Monday, December 19, 2022

What is missing in education today

An excellent thread from Jeremy Wayne Tate on classical education.  I was just having a conversation this weekend with an age contemporary and talking about how fortunate we were to get our formal educations when we did, the late seventies and the early eighties.  

The old traditions still prevailed but were brushing up against the strains of authoritarianism, provincial ignorance, and the precursors of the now omni-present Woke which were discussed in Allan Bloom's 1987 best-seller, The Closing of the American Mind.  

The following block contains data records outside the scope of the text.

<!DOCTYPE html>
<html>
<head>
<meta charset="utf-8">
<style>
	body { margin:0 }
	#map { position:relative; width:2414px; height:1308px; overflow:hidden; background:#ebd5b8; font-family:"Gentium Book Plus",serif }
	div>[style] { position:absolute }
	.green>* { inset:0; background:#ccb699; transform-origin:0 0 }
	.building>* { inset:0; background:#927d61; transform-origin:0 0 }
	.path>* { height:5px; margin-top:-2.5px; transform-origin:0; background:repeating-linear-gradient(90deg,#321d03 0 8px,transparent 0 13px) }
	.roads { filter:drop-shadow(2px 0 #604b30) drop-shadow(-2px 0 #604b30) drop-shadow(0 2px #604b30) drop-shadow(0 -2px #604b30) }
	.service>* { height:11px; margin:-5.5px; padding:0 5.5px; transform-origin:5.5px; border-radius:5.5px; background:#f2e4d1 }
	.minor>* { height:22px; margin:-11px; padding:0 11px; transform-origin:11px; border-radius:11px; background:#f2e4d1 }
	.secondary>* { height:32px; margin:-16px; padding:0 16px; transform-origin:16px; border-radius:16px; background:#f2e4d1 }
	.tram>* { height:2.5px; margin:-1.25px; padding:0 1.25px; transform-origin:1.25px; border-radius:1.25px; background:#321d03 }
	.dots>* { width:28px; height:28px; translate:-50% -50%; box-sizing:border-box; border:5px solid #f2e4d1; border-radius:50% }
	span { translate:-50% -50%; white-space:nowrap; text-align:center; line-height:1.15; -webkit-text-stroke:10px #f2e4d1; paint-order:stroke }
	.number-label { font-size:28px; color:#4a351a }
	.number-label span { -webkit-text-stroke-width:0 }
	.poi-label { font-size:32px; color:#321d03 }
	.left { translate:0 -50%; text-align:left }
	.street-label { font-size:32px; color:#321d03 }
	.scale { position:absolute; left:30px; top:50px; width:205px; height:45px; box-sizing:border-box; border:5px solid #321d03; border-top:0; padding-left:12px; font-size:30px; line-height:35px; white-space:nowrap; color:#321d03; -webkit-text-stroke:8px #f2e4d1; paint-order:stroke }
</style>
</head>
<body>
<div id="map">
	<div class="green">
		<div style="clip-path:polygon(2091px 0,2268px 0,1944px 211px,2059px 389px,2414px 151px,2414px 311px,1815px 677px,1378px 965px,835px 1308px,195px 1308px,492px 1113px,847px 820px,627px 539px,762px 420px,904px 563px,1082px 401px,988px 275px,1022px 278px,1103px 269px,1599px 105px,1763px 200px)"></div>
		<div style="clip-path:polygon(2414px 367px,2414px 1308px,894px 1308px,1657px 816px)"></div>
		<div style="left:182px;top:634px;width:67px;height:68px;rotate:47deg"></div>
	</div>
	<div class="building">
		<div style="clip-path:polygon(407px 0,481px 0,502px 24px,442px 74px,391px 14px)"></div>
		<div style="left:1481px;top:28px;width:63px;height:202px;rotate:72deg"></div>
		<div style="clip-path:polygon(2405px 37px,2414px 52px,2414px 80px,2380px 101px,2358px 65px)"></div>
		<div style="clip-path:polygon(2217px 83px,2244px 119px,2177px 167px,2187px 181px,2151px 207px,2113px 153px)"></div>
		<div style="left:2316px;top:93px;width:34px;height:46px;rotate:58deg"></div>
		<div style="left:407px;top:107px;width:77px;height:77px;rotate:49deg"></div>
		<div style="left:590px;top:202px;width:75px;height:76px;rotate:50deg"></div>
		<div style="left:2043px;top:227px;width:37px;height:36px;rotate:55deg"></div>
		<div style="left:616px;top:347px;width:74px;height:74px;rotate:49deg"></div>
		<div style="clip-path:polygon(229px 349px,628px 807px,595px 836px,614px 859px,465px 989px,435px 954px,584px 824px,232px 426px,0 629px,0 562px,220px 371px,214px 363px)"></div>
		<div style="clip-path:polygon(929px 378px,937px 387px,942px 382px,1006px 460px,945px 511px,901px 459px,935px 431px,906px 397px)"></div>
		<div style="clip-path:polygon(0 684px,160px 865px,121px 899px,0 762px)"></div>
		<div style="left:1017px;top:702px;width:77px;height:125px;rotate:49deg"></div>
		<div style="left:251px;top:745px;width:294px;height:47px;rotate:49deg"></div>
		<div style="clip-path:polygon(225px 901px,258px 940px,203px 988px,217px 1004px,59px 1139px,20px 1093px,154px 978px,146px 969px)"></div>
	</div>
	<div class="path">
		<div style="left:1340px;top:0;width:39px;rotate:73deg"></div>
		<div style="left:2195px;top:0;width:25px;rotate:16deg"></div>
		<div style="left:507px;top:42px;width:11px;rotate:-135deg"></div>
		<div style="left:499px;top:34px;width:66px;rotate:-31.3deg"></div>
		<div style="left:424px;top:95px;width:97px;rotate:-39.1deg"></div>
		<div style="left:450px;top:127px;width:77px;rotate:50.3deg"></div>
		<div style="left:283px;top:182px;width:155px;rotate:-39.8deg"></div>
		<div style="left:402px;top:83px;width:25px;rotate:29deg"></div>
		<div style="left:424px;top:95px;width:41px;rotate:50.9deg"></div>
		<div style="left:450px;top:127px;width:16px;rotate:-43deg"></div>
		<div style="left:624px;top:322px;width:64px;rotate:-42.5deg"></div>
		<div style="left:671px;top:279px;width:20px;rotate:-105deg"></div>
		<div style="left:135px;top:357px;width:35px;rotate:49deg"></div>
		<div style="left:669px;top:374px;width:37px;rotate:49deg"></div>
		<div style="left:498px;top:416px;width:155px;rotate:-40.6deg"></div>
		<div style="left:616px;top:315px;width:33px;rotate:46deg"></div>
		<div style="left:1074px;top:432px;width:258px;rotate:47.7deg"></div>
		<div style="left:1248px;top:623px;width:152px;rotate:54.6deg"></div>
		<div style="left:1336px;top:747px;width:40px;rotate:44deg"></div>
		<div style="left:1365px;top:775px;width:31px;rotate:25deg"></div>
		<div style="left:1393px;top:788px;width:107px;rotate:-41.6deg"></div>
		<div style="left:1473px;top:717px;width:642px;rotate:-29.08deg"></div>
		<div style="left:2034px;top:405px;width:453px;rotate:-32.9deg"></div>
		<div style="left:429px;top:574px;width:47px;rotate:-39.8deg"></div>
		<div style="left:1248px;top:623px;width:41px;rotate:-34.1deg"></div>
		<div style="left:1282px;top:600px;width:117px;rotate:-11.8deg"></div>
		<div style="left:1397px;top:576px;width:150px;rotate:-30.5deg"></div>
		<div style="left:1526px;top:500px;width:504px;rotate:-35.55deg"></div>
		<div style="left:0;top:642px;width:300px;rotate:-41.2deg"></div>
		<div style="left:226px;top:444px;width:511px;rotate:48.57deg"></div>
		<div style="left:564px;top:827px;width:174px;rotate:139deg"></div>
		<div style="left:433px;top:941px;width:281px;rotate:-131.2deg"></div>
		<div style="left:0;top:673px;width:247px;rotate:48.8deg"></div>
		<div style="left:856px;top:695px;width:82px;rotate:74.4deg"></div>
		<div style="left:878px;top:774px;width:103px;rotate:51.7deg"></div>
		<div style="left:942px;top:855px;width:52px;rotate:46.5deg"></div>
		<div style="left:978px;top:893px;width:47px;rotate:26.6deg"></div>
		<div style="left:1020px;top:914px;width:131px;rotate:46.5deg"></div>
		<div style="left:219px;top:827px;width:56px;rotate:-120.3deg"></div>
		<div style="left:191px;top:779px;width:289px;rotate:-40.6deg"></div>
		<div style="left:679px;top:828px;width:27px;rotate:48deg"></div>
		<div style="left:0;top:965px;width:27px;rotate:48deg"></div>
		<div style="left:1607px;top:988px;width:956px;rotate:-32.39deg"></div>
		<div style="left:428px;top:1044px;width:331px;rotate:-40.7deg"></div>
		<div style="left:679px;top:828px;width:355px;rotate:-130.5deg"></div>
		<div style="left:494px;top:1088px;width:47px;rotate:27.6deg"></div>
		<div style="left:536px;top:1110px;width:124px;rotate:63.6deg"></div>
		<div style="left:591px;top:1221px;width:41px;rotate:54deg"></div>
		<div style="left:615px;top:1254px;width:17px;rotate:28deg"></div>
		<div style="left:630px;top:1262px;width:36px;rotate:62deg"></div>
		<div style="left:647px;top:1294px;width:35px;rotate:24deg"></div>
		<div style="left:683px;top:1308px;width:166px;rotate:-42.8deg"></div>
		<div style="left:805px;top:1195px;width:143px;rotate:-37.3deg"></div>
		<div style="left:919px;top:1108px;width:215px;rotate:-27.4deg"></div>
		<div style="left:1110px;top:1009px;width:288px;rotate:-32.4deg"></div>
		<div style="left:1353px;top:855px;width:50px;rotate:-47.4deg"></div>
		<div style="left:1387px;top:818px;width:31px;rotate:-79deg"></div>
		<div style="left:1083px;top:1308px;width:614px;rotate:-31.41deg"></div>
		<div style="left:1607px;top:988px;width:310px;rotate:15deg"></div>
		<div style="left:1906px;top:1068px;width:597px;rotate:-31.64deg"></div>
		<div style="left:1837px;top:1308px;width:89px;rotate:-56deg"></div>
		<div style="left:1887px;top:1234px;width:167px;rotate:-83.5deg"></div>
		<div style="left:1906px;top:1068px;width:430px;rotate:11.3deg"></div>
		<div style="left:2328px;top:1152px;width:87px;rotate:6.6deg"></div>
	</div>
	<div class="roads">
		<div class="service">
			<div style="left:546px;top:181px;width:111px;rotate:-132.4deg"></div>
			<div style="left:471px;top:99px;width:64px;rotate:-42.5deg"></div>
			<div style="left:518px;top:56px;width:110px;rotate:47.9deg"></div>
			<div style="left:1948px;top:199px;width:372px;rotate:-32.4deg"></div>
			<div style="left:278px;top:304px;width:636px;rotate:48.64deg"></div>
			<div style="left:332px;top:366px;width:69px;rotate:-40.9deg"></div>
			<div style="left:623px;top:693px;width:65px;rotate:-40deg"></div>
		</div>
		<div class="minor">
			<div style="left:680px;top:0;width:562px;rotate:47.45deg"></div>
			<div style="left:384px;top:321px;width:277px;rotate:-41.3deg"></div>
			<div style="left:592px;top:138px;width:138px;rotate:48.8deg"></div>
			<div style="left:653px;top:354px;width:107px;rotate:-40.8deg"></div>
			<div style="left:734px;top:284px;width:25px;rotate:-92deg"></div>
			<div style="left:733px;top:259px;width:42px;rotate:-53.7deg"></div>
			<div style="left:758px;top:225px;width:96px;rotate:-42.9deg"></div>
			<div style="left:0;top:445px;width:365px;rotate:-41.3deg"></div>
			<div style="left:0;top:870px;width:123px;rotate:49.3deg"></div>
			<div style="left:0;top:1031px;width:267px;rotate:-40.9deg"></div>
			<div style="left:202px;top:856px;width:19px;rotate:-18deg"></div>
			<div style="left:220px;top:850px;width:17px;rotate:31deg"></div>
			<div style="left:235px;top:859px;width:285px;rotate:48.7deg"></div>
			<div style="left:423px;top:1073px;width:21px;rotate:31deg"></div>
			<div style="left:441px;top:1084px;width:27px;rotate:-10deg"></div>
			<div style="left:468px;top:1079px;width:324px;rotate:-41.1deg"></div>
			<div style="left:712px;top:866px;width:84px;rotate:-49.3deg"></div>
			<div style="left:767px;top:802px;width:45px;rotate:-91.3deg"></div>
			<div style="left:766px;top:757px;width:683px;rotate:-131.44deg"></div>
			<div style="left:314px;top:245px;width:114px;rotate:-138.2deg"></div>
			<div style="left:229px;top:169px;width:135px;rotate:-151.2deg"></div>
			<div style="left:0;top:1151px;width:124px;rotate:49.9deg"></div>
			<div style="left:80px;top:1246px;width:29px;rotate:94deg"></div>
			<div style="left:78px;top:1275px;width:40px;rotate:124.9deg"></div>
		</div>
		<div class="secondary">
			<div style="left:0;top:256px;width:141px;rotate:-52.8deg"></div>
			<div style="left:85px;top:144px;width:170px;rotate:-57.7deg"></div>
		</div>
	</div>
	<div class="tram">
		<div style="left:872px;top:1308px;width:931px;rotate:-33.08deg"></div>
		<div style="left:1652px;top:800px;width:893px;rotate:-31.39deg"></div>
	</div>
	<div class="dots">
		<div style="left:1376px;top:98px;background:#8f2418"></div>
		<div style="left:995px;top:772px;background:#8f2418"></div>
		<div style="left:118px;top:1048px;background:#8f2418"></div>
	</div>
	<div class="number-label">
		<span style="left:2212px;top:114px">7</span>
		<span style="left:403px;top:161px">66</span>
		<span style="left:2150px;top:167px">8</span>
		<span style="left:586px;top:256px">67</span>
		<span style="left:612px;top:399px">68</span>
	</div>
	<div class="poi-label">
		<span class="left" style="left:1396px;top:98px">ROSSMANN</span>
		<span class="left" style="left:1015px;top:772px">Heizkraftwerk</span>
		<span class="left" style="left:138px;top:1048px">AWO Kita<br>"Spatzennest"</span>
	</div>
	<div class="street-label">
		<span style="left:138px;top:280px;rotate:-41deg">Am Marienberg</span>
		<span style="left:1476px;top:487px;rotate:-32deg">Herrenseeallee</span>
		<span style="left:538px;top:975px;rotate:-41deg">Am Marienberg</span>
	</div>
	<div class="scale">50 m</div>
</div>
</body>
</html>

People of our era take for granted a portfolio of knowledge but also a humility about knowing and epistemology in general.  Both of which are less in evidence today.  And of course today's students have no way of seeing that which they are missing.  

From JWT's thread.

I use the term “classical education” a great deal without defining it so I thought it may be helpful to provide 5 very basic differentiators to help you compare and contrast modern education with classical education.

(1) The goal of classical education is cultivating wonder and virtue in students (think of the 4 cardinal virtues and the 3 theological virtues). The goal of modern education is “College and Career Readiness”.

(2) Classical education aims to pass down wisdom and build upon the contributions of previous generations. Modern education exhibits “chronological snobbery” towards previous generations.

(3) Integration - Classical education is integrated education. There is a “whole truth” connecting every academic discipline. In modern education “subjects” are taught in isolation from each other.

(4) Classical education has an overarching structure known as the Trivium (Grammar, knowledge, and rhetoric) that pair with the developmental stages of the child. Modern education is focused on developing vaguely defined “skills” (“critical thinking”, “higher order thinking”)

(5) Classical education is in continuity with how people in the western world were educated for more than 2000 years. Modern education is a unique product/experiment of the 20th century.